Republika Srpska

NUŽDIĆ: SERBS ALSO SUFFERED IN PODRINJE IN 1992

Republika Srpska - Republic Center for War Research

SOURCE: Srna

07/12/2025

12:11

The acting director of the Republic Center for War Research, War Crimes and Missing Persons, Viktor Nuždić during the SRNA podcast.
Photo: SRNA

BANJA LUKA, JULY 12 /SRNA/ – Acting Director of the Republic Center for War Research, War Crimes and Missing Persons Viktor Nuždić believes that the crime in Zalazje should serve as a reminder and warning that in the days of July in Podrinje, not only Bosniaks were killed, but also Serbs, three years earlier.

“When it comes to crimes against Serbs, the judiciary and the so-called international community turn a blind eye. For them, there are no killed, mutilated, and captured Serbs of Zalazje. For them, Judge Slobodan Ilić and nurse Radivojka Milanović do not exist,” Nuždić told SRNA.

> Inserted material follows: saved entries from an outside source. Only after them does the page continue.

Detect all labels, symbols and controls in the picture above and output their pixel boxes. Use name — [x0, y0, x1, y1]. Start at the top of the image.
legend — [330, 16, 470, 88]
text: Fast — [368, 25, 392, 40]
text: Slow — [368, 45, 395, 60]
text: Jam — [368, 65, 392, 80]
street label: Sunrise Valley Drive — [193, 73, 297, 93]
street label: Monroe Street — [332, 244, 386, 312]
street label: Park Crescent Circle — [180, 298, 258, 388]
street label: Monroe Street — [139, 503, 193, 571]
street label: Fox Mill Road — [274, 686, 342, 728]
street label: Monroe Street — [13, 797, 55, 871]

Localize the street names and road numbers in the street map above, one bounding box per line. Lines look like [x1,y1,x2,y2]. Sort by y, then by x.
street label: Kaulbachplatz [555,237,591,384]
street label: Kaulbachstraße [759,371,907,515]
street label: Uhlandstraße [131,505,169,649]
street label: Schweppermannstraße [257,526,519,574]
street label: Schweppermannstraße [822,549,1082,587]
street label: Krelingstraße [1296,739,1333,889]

Nuždić pointed out that Zulfo Tursunović died a free man, while The Hague and the Court of BiH consider that Naser Orić bears no guilt for this or any other crime.

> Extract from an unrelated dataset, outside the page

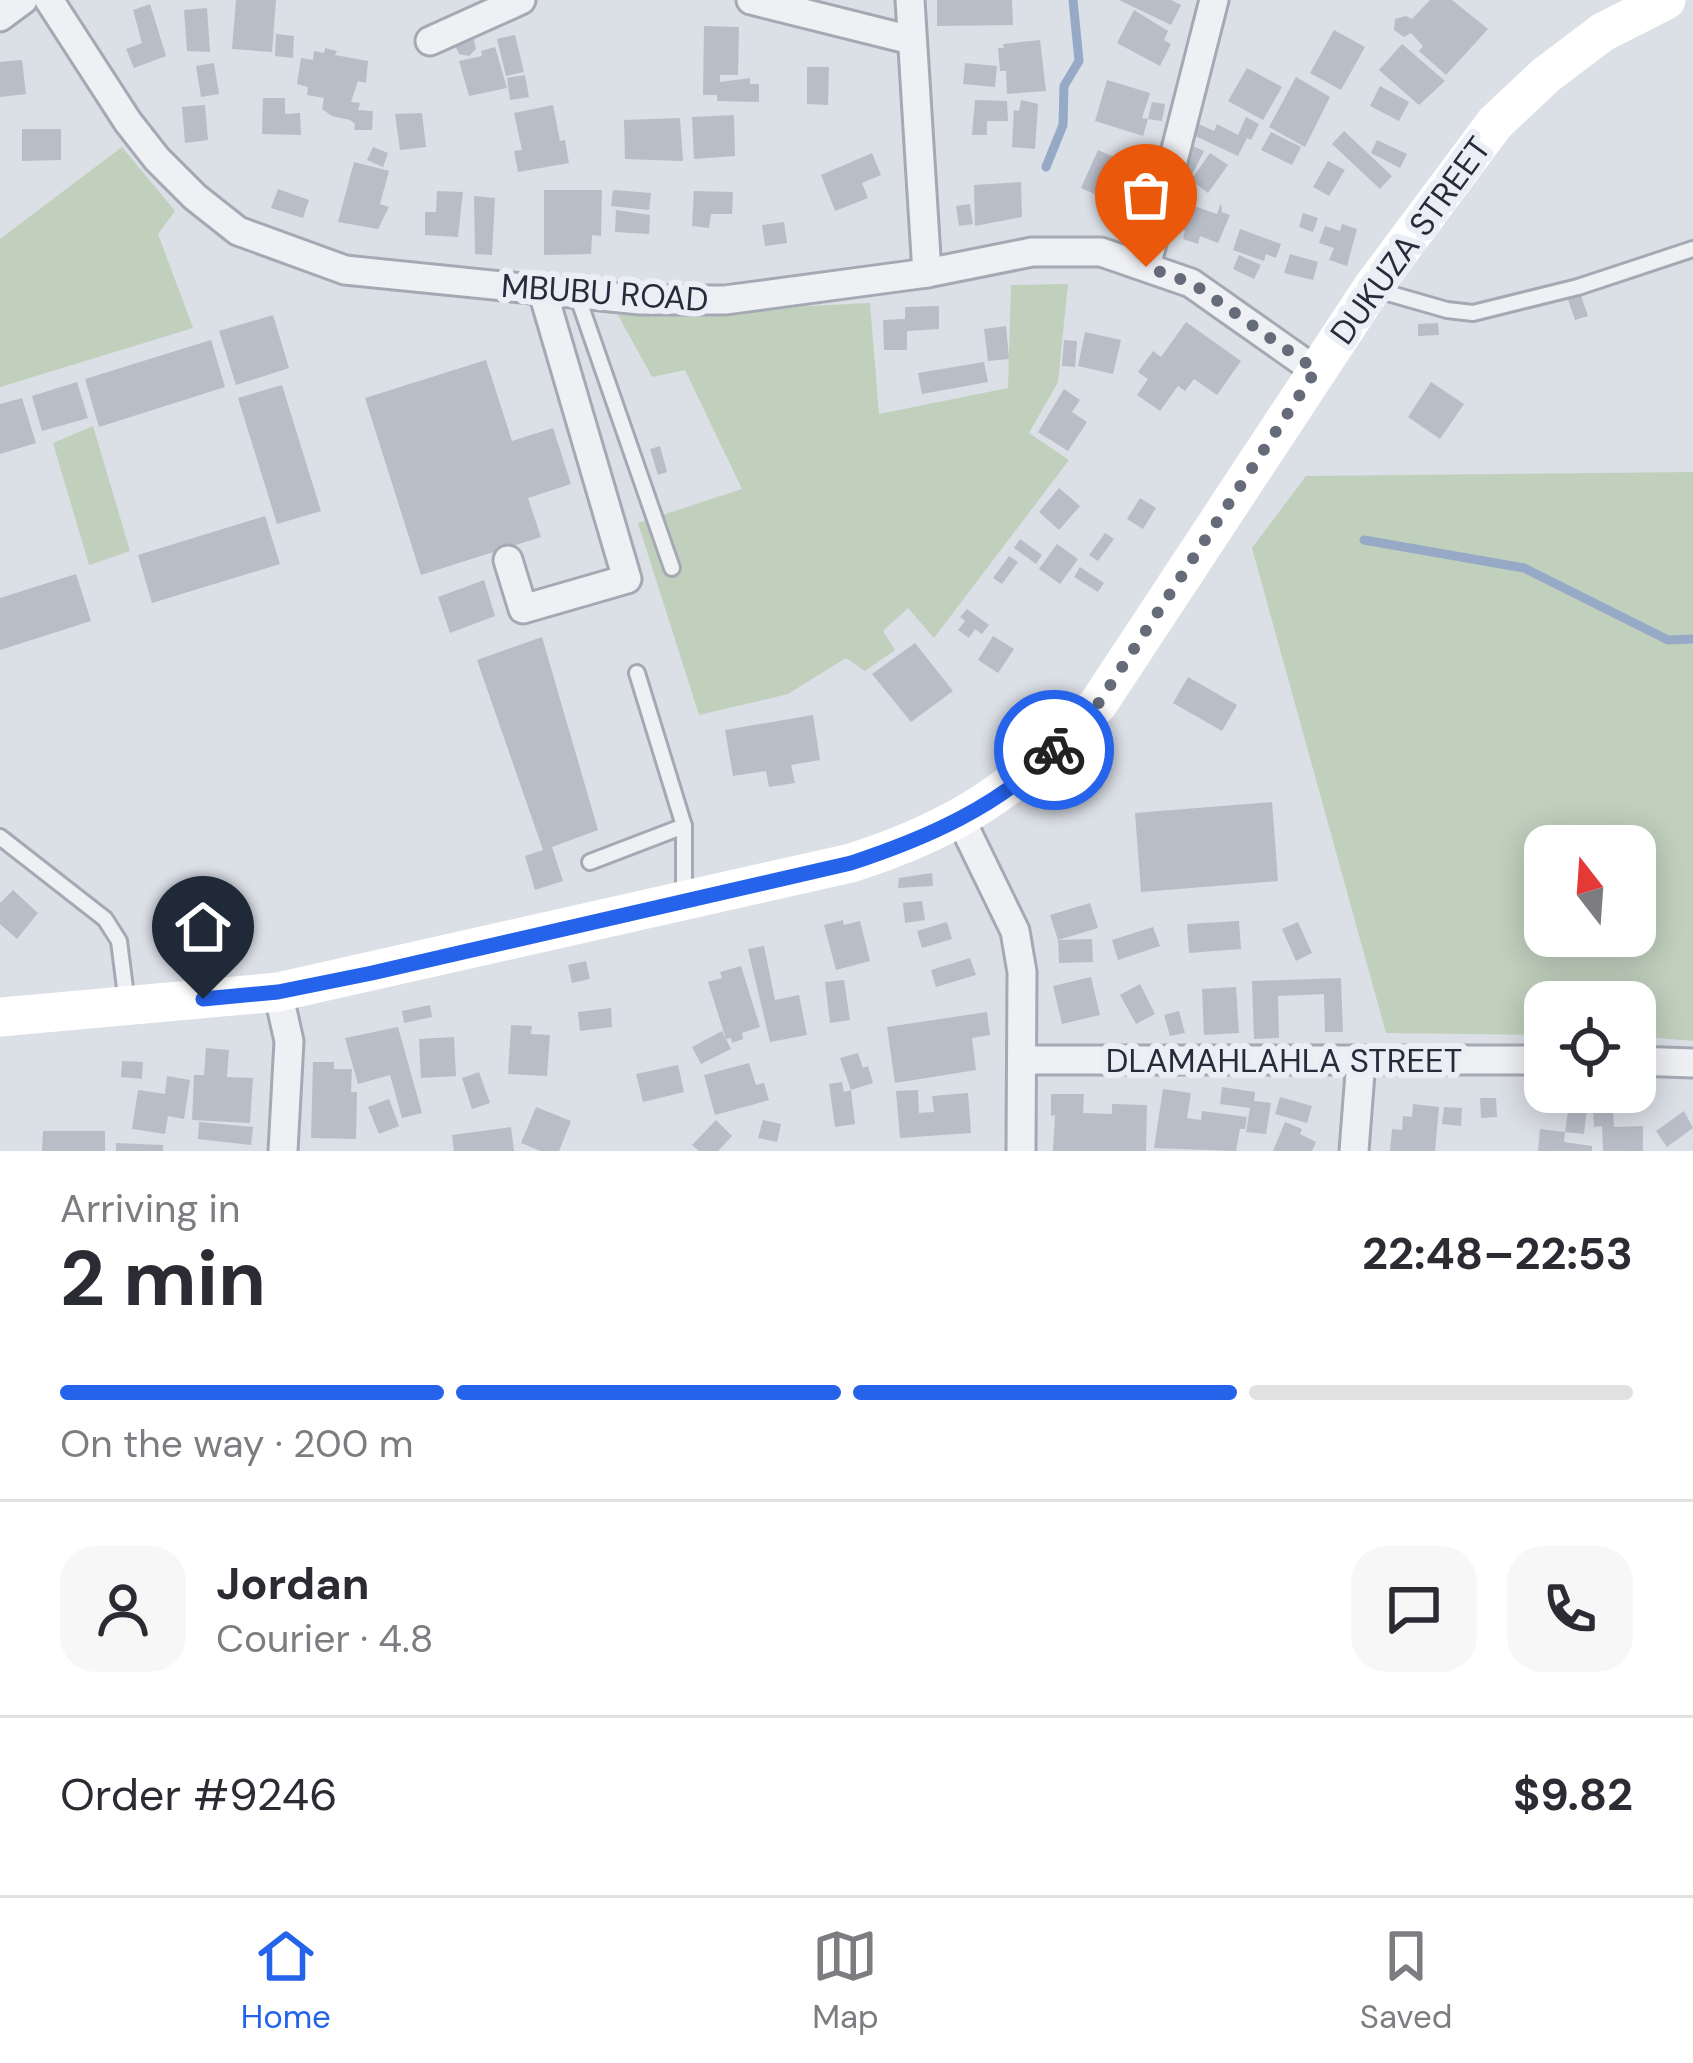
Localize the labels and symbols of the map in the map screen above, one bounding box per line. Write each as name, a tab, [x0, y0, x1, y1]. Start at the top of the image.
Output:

He reminded that after MP Goran Zekić was killed, the Serb people of the Srebrenica area felt unrest and fear, emphasising that in such an atmosphere, which was created deliberately and systematically, Zalazje and Sase were attacked.

“The first attack was carried out on June 8, and then, following the established practice from the time of the NDH, the main attack was carried out on the Christian holiday of Petrovdan, July 12,” he said, adding that at least 52 people were killed in these two attacks.

He stated that the Republic Center documented this crime through the Atlas of Crimes so that it would not be forgotten.

“There is no judicial justice for Serbs, so we in the Center have left an indelible mark as a warning about the suffering of our people,” Nuždić concluded.

Today in Zalazje, Srebrenica municipality, the 33rd anniversary is being marked for the killing of 69 Serb civilians and soldiers in this village and in Sase, as well as in Biljača and Zagonje in the Bratunac area.

In addition to the 69 killed and many wounded on that tragic Petrovdan, 22 Serbs went missing. Of the 22 missing, 10 were accidentally found and exhumed on June 10, 2011, from a mass grave in Zalazje during the search for killed Bosniaks.

The remains of the victims were identified more than a year later and buried on Petrovdan in 2012, while two were exhumed, identified, and buried earlier.

Ten of the missing have still not been found, and their traces disappear in the detention facility at the former Srebrenica police station. None of the captured survived, and no one has been held accountable for their killings.